• TO DO
Search the records for "linecap". Copy every line where it appears.

• RECORDS SHOWN

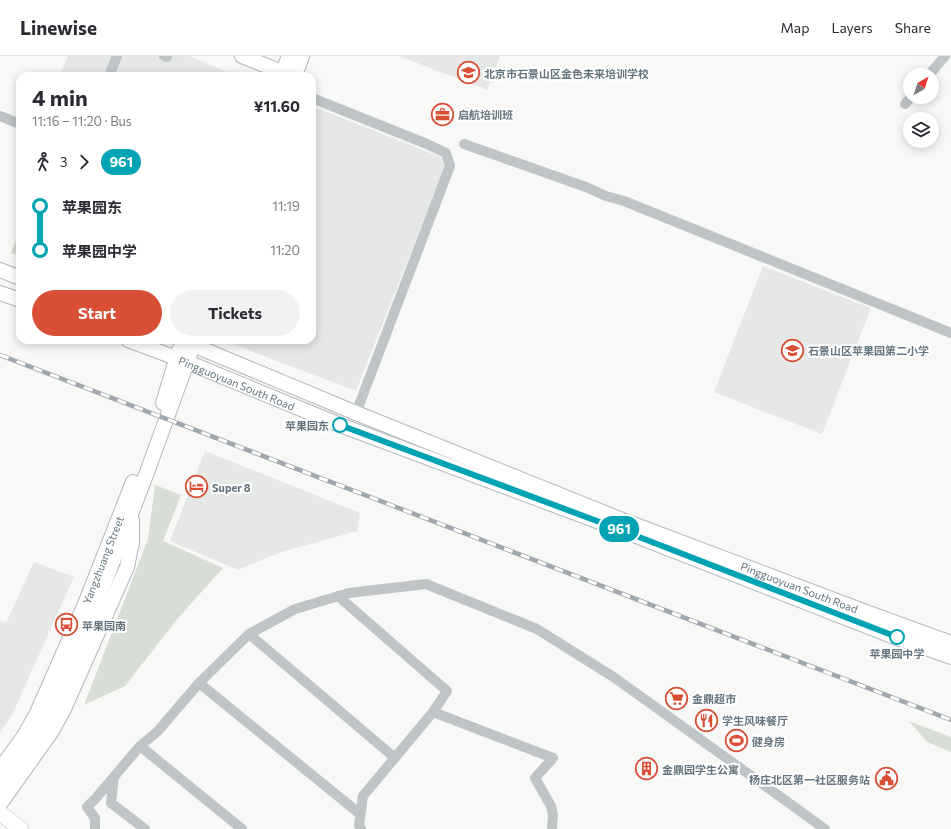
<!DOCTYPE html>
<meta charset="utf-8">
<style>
:root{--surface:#fff;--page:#f2f2f3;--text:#2b2b33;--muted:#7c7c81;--line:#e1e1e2;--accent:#d94f35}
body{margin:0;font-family:Commissioner,"Noto Sans SC",sans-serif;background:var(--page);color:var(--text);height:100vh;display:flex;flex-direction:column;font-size:15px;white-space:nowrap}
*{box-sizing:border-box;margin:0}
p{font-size:13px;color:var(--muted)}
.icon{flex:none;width:22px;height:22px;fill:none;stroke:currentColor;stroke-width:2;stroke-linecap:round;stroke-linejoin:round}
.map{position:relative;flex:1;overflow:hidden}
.drawer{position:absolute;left:16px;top:16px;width:300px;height:272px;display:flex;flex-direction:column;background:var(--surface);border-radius:12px;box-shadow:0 2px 10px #0003}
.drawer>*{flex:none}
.badge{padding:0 8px;border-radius:13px;font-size:14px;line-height:26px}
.needle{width:26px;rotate:39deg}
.controls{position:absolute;left:903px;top:12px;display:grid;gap:8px}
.controls a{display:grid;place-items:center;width:36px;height:36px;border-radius:50%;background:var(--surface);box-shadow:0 2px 10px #0003;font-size:20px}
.map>.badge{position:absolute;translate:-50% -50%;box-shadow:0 0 0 2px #fff}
.legs{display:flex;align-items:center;gap:6px;height:44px;padding:0 16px;font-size:13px}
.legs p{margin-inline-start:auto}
.summary{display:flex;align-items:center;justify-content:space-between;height:68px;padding:0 16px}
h1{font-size:22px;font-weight:700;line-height:30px}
.button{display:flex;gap:8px;margin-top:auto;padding:8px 16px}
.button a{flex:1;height:46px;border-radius:24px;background:var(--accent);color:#fff;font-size:16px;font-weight:700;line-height:46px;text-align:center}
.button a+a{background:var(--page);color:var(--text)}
ul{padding:0 16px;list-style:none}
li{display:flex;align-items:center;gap:14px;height:44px;font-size:15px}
li i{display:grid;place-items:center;width:6px;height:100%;margin:0 5px;background:currentColor}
li i::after{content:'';width:10px;height:10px;margin:-5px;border:3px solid;border-radius:50%;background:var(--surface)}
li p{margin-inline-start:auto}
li:first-child i{background:linear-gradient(#0000 50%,currentColor 0)}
li:last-child i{background:linear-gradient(currentColor 50%,#0000 0)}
header{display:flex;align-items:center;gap:24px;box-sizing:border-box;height:56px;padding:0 20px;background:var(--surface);border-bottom:1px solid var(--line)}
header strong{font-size:19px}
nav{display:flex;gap:22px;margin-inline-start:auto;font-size:14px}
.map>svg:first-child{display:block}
.built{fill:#e6e7e7}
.green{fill:#d8ddd5}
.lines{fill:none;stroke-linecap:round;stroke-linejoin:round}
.secondary-casing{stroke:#b2b8bc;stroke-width:16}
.primary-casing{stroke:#b3b8bc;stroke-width:16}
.street{stroke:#bfc4c7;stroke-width:10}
.secondary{stroke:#fff;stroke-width:14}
.primary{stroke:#fff;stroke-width:15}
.rail-casing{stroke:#a1a8ad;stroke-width:4.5}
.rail{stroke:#fff;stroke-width:3;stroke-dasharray:9;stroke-linecap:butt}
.line-1-casing{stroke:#fff;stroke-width:9}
.line-1{stroke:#00a3b4;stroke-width:6}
.stop-1-dot{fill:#fff;stroke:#00a3b4;stroke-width:2}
.labels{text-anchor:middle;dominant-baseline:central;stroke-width:4;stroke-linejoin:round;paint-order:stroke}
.poi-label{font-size:11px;font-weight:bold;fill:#65757f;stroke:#fff;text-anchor:start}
.street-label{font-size:11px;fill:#65757f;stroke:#fff}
.stop-label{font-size:11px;font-weight:bold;fill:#65757f;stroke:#fff;text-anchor:end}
</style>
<header>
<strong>Linewise</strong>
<nav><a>Map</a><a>Layers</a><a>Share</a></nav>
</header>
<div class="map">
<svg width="951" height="773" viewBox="0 0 951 773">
<rect width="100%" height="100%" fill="#f8f8f6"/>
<path class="built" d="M68 0H189L236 20H59Z
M399 0H500L487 34Z
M312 50 441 101 446 108 356 335 222 284H312Z
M763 210 871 252 822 378 714 336Z
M205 395 360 457 357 475 281 496 238 514 170 485Z
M34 506 74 521 12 659 0 677V565L6 567Z"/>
<path class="green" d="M20 173V200L11 197Z
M155 429 181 439 163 485 223 512 178 562 125 630 84 649 148 483Z
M909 665 951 681V696L927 686Z"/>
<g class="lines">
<defs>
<g id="secondary">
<path d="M242 0 292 20"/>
<path d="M281 20 289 0"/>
<path d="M295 20 302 0"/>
<path d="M0 214 20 222"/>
<path d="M0 237 20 244"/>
<path id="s1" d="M128 284 187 306 340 369 621 474 897 582 951 601"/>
<path id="s2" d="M181 284 356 357 625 465 866 556 951 587"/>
<path d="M163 347 179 294"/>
<path id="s3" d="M0 713 22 683 36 659 85 548 133 426"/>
<path d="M0 730 42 670 95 552 146 419 190 298"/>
<path d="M0 748 52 675 64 653 127 511 132 486V464"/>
</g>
<path id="primary" d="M0 757 21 773"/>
</defs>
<use href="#secondary" class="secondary-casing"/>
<use href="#primary" class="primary-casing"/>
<path class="street" d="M164 0 167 1V0
M929 19 945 0
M109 20 117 0
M312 42 427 88 446 97 450 110 356 357
M905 48 911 41
M0 60 20 68
M464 88 586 131 606 140 624 145 951 277
M338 540 447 635 433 656
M249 578 395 702
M199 627 360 758
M140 690 157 676 199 627 249 578 295 553 349 537 426 528 537 573 615 622 825 773
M114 721 111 747 145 773
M95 773V762L87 751 96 742 140 690 242 773
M361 773 359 769 363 740 433 656 553 702 535 722 551 750 553 759 552 773"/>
<use href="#secondary" class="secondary"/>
<use href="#primary" class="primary"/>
<defs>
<path id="rail" d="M0 299 951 664"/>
</defs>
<use href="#rail" class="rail-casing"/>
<use href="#rail" class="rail"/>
</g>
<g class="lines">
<defs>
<path id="line-1" d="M340 369 621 474 897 581"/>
</defs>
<use href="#line-1" class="line-1-casing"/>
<use href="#line-1" class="line-1"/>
</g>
<defs>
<symbol id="school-ring" viewBox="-11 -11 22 22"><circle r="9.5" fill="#fff" stroke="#d94f35" stroke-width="1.5"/><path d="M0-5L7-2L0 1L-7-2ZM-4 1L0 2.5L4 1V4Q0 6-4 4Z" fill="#d94f35"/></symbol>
<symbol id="office-ring" viewBox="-11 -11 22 22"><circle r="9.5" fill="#fff" stroke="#d94f35" stroke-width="1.5"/><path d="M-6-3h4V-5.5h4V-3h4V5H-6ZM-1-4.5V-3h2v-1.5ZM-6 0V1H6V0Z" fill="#d94f35"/></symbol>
<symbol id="hotel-ring" viewBox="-11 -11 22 22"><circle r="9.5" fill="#fff" stroke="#d94f35" stroke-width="1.5"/><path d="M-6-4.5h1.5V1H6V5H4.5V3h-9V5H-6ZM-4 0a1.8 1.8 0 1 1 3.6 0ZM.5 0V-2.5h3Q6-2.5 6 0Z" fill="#d94f35"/></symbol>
<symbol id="bus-ring" viewBox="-11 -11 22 22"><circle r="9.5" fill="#fff" stroke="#d94f35" stroke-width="1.5"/><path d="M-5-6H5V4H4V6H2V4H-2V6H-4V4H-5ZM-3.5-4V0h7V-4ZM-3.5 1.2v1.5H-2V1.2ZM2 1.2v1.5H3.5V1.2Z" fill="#d94f35"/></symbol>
<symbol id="supermarket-ring" viewBox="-11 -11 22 22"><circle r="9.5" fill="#fff" stroke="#d94f35" stroke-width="1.5"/><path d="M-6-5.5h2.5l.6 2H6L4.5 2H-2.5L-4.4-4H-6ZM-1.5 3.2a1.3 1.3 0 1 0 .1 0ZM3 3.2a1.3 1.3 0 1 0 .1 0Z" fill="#d94f35"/></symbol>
<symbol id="restaurant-ring" viewBox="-11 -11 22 22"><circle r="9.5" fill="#fff" stroke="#d94f35" stroke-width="1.5"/><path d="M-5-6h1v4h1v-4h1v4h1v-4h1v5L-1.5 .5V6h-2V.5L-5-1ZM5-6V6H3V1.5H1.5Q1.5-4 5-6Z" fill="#d94f35"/></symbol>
<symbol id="stadium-ring" viewBox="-11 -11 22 22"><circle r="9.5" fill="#fff" stroke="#d94f35" stroke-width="1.5"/><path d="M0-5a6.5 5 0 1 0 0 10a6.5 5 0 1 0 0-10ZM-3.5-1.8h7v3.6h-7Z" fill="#d94f35"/></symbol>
<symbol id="building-ring" viewBox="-11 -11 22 22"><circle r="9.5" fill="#fff" stroke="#d94f35" stroke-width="1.5"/><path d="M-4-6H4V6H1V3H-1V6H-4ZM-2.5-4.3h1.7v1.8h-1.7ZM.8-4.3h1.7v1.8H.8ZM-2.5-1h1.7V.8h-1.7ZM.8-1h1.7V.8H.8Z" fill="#d94f35"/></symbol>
<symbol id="civic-ring" viewBox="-11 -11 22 22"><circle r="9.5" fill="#fff" stroke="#d94f35" stroke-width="1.5"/><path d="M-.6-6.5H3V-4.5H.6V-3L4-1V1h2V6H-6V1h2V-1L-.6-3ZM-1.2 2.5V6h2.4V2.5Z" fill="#d94f35"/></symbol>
</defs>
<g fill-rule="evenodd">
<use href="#school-ring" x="456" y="4" width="25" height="25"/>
<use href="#office-ring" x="430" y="46" width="25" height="25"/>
<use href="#school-ring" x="780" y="282" width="25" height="25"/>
<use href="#hotel-ring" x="184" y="418" width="25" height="25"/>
<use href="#bus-ring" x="54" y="556" width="25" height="25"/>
<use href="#supermarket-ring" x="664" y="630" width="25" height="25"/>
<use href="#restaurant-ring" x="694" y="652" width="25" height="25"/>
<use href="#stadium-ring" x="724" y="672" width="25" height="25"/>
<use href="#building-ring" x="634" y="700" width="25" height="25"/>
<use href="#civic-ring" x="874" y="710" width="25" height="25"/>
</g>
<g class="stop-1-dot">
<circle cx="340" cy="369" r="7"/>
<circle cx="897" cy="581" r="7"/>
</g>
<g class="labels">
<g class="poi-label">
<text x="484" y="17">北京市石景山区金色未来培训学校</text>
<text x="458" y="58">启航培训班</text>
<text x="808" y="294">石景山区苹果园第二小学</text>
<text x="212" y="431">Super 8</text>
<text x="82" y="569">苹果园南</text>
<text x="692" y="642">金鼎超市</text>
<text x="722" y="664">学生风味餐厅</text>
<text x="752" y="685">健身房</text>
<text x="662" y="713">金鼎园学生公寓</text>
<text x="870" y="723" text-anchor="end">杨庄北区第一社区服务站</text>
</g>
<g class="street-label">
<text stroke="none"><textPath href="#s1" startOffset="117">Pingguoyuan South Road</textPath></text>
<text stroke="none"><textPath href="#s3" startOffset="234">Yangzhuang Street</textPath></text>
<text stroke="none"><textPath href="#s2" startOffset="666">Pingguoyuan South Road</textPath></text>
</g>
<g class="stop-label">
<text x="329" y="369">苹果园东</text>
<text x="897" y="597" text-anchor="middle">苹果园中学</text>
</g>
</g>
</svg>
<div class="controls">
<a><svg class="needle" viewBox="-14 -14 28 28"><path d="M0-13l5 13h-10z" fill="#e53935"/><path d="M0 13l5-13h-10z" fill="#7c7c81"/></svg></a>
<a><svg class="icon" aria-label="layers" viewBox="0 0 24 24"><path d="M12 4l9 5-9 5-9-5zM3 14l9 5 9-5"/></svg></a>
</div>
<b class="badge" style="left:619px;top:473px;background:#00a3b4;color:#fff">961</b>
<section class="drawer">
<div class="summary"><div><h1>4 min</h1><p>11:16 – 11:20 · Bus</p></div><b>¥11.60</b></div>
<div class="legs"><svg class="icon" aria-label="walk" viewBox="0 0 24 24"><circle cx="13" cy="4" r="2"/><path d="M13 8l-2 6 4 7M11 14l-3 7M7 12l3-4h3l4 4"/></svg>3<svg class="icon" aria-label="forward" viewBox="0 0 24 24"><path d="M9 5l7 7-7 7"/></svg><b class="badge" style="background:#00a3b4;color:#fff">961</b></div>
<ul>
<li><i style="color:#00a3b4"></i><b>苹果园东</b><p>11:19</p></li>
<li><i style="color:#00a3b4"></i><b>苹果园中学</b><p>11:20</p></li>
</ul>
<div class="button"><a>Start</a><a>Tickets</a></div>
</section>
</div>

• ANSWER SPACE
.icon{flex:none;width:22px;height:22px;fill:none;stroke:currentColor;stroke-width:2;stroke-linecap:round;stroke-linejoin:round}
.lines{fill:none;stroke-linecap:round;stroke-linejoin:round}
.rail{stroke:#fff;stroke-width:3;stroke-dasharray:9;stroke-linecap:butt}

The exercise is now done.